Three Sisters, Three Queens
“What is the point of love if it does not make us kind? What is the point of being sisters if we do not guard each other?” Told from the point of view of Margaret Tudor, the spoiled and self-absorbed oldest daughter of Henry VII, Three Sisters, Three Queens is an intimate look at the life of the women closest to the man who would eventually be the infamous King Henry VII. It is through her eyes that we see her younger sister, Mary Tudor, later queen of France, and Katherine of Aragon, widow of the Prince of Wales, Arthur, and later Henry VIII’s queen.

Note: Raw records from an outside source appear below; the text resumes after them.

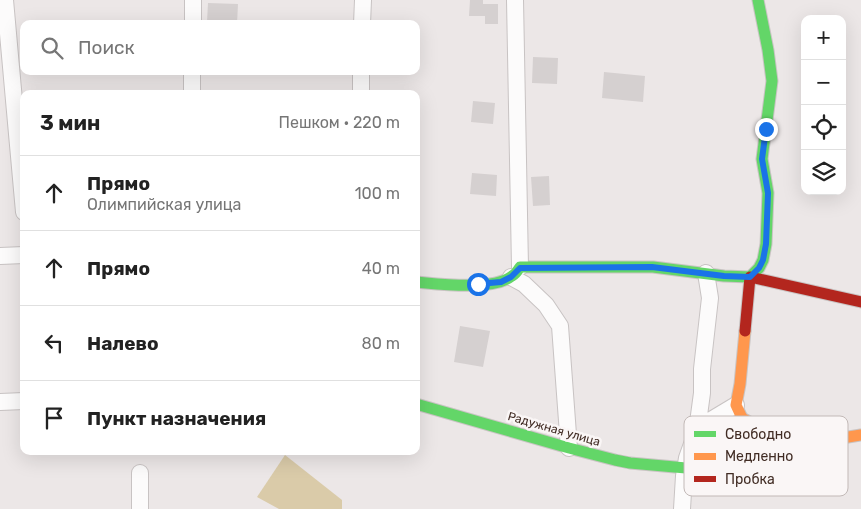 <!DOCTYPE html>
<html lang="ru">
<meta charset="utf-8">
<style>
body{margin:0;font-family:Rubik,sans-serif;background:#f6f6f6;color:#222}
.controls{position:absolute;right:15px;top:15px;display:grid;overflow:hidden;border-radius:10px;box-shadow:0 5px 20px #0002}
.controls button{width:45px;height:45px;display:grid;place-items:center;padding:0;border:0;border-bottom:1px solid #e0e0e0;background:#fff;color:#222;font:25px sans-serif}
.stop{position:absolute;width:15px;height:15px;margin:-11px;border:4px solid #1a73e8;border-radius:50%;background:#fff}
.stop.end{background:#1a73e8;border-color:#fff;box-shadow:0 1px 5px #0008}
.list{margin:0;padding:0;list-style:none}
h2{display:flex;justify-content:space-between;align-items:center;height:65px;margin:0;padding:0 20px;font-size:21px}
h2 small{font-size:16px;font-weight:400;color:#767676}
.list li{display:grid;grid-template-columns:32px 1fr auto;gap:15px;align-items:center;box-sizing:border-box;height:75px;padding:0 20px;border-top:1px solid #e0e0e0}
.list b{display:block;font-size:19px;white-space:nowrap}
.list p{margin:0;font-size:16px;white-space:nowrap;color:#767676}
.list em{font-size:16px;font-style:normal;color:#767676}
.icon{flex:none;width:28px;height:28px;fill:none;stroke:currentColor;stroke-width:2;stroke-linecap:round;stroke-linejoin:round}
.map{position:relative;flex:none;width:861px;height:509px;overflow:hidden}
.search{position:absolute;background:#fff;box-shadow:0 5px 20px #0002;left:20px;top:20px;width:400px;height:55px;display:flex;align-items:center;gap:12px;box-sizing:border-box;padding:0 18px;border-radius:10px;color:#767676;font-size:19px}
.panel{position:absolute;background:#fff;box-shadow:0 5px 20px #0002;left:20px;top:90px;width:400px;height:365px;border-radius:10px}
.map>svg:first-child{display:block}
.water{fill:#dacba9}
.building{fill:#d5d0d0}
.lines{fill:none;stroke-linecap:round;stroke-linejoin:round}
.street-casing{stroke:#c8c3c3;stroke-width:18}
.fast-casing{stroke:#c9c4c3;stroke-width:13}
.slow-casing{stroke:#c9c4c3;stroke-width:13}
.jam-casing{stroke:#c9c4c3;stroke-width:13}
.street{stroke:#fcfbfb;stroke-width:16}
.fast{stroke:#63d668;stroke-width:11}
.slow{stroke:#ff974d;stroke-width:11}
.jam{stroke:#b3261e;stroke-width:11}
.route{stroke:#1a73e8;stroke-width:6}
.labels{text-anchor:middle;stroke-width:5;stroke-linejoin:round;paint-order:stroke}
.street-label{font-size:12px;fill:#412c24;stroke:#faf6f6}
.key{fill:#faf6f6;stroke:#c2b9b7;stroke-width:1}
.key-label{font-size:14px;fill:#412c24}
</style>
<div class="map">
<svg width="861" height="509" viewBox="0 0 861 509">
<rect width="100%" height="100%" fill="#ece7e7"/>
<path class="water" d="M 285,455 L 342,500 L 342,509 L 279,509 L 257,497 Z"/>
<path class="building" d="M 470,0 L 483,0 L 483,4 L 498,4 L 498,24 L 485,24 L 485,16 L 469,16 Z
M 208,3 L 238,4 L 237,24 L 207,22 Z
M 533,57 L 558,58 L 557,84 L 532,83 Z
M 604,72 L 645,76 L 643,102 L 602,98 Z
M 473,101 L 495,103 L 493,124 L 471,122 Z
M 472,173 L 497,175 L 496,196 L 470,194 Z
M 549,176 L 550,205 L 533,206 L 531,177 Z
M 460,326 L 490,331 L 483,367 L 454,362 Z"/>
<g class="lines">
<defs>
<path id="street" d="M 5,0 L 24,212
M 515,0 L 520,267
M 193,24 L 193,0
M 362,24 L 363,0
M 192,94 L 192,71
M 361,94 L 361,71
M 0,256 L 24,255
M 511,277 L 524,284 L 546,305 L 560,326 L 569,448
M 0,402 L 24,401
M 698,424 L 711,420 L 736,405
M 140,473 L 140,509
M 682,509 L 684,476 L 687,458 L 697,430 L 702,393 L 702,369 L 710,298 L 706,273"/>
<path id="fast" d="M 416,282 C 439,284 493,291 512,276 C 516,274 518,270 520,267 L 653,267 L 724,276 L 750,277 L 759,268 L 763,260 L 766,244 L 768,193 L 762,159 L 772,81 L 768,50 L 758,0
M 416,404 L 569,448 L 615,460 L 630,463 L 686,468"/>
<path id="slow" d="M 745,331 L 740,384 L 736,405 L 742,418 L 760,428 L 785,436 L 818,442 L 861,435"/>
<path id="jam" d="M 745,331 L 750,277 L 861,302"/>
</defs>
<use href="#street" class="street-casing"/>
<use href="#fast" class="fast-casing"/>
<use href="#slow" class="slow-casing"/>
<use href="#jam" class="jam-casing"/>
<use href="#street" class="street"/>
<use href="#fast" class="fast"/>
<use href="#slow" class="slow"/>
<use href="#jam" class="jam"/>
</g>
<g class="lines">
<path class="route" d="M 478,284 L 501,282 L 511,277 L 520,268 L 652,267 L 724,276 L 750,277 L 759,268 L 763,260 L 766,244 L 768,193 L 762,159 L 766,129"/>
</g>
<g class="labels">
<g class="street-label">
<text transform="translate(554 429) rotate(16)" y="4">Радужная улица</text>
</g>
</g>
<rect x="684" y="416" width="164" height="80" rx="8" class="key"/>
<rect x="694" y="431" width="22" height="6" fill="#63d668"/>
<rect x="694" y="453" width="22" height="7" fill="#ff974d"/>
<rect x="694" y="476" width="22" height="6" fill="#b3261e"/>
<g class="key-label">
<text x="725" y="439">Свободно</text>
<text x="725" y="461">Медленно</text>
<text x="725" y="484">Пробка</text>
</g>
</svg>
<div class="controls">
<button>+</button>
<button>−</button>
<button><svg class="icon" aria-label="locate" viewBox="0 0 24 24"><circle cx="12" cy="12" r="6"/><path d="M12 2v4M12 18v4M2 12h4M18 12h4"/></svg></button>
<button><svg class="icon" aria-label="layers" viewBox="0 0 24 24"><path d="M12 4l9 5-9 5-9-5zM3 14l9 5 9-5"/></svg></button>
</div>
<div class="stop" style="left:478px;top:284px"></div>
<div class="stop end" style="left:766px;top:129px"></div>
<div class="search"><svg class="icon" aria-label="search" viewBox="0 0 24 24"><circle cx="10" cy="10" r="6"/><path d="M15 15l6 6"/></svg>Поиск</div>
<section class="panel">
<h2>3 мин<small>Пешком · 220 m</small></h2>
<ul class="list">
<li><svg class="icon" aria-label="ahead" viewBox="0 0 24 24"><path d="M12 20V5M6 11l6-6 6 6"/></svg><div><b>Прямо</b><p>Олимпийская улица</p></div><em>100 m</em></li>
<li><svg class="icon" aria-label="ahead" viewBox="0 0 24 24"><path d="M12 20V5M6 11l6-6 6 6"/></svg><div><b>Прямо</b></div><em>40 m</em></li>
<li><svg class="icon" aria-label="left" viewBox="0 0 24 24"><path d="M17 20v-9H6M10 6l-5 5 5 5"/></svg><div><b>Налево</b></div><em>80 m</em></li>
<li><svg class="icon" aria-label="arrive" viewBox="0 0 24 24"><path d="M6 21V4h12l-3 4 3 4H6"/></svg><div><b>Пункт назначения</b></div></li>
</ul>
</section>
</div>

Because of the lack of biographical material concerning Margaret, Philippa Gregory uses the genre of historical fiction to enhance those few sources we do possess. She develops the character of the Queen of Scotland by detailing her reactions to events as the kings of England use the women under their control to make political matches regardless of the personal cost to them. This novel is less about the life of three queens and more about the relationship of three sisters. As Mary observes above, their lives are made more unbearable because, instead of protecting one another, they have instead reveled in each other’s misfortunes and tragedies. Gregory has given us yet another wonderful window into the lives of Tudor women, one which helps us feel a tangible connection to, and perhaps a deeper understanding of, a historically shadowy Margaret Tudor.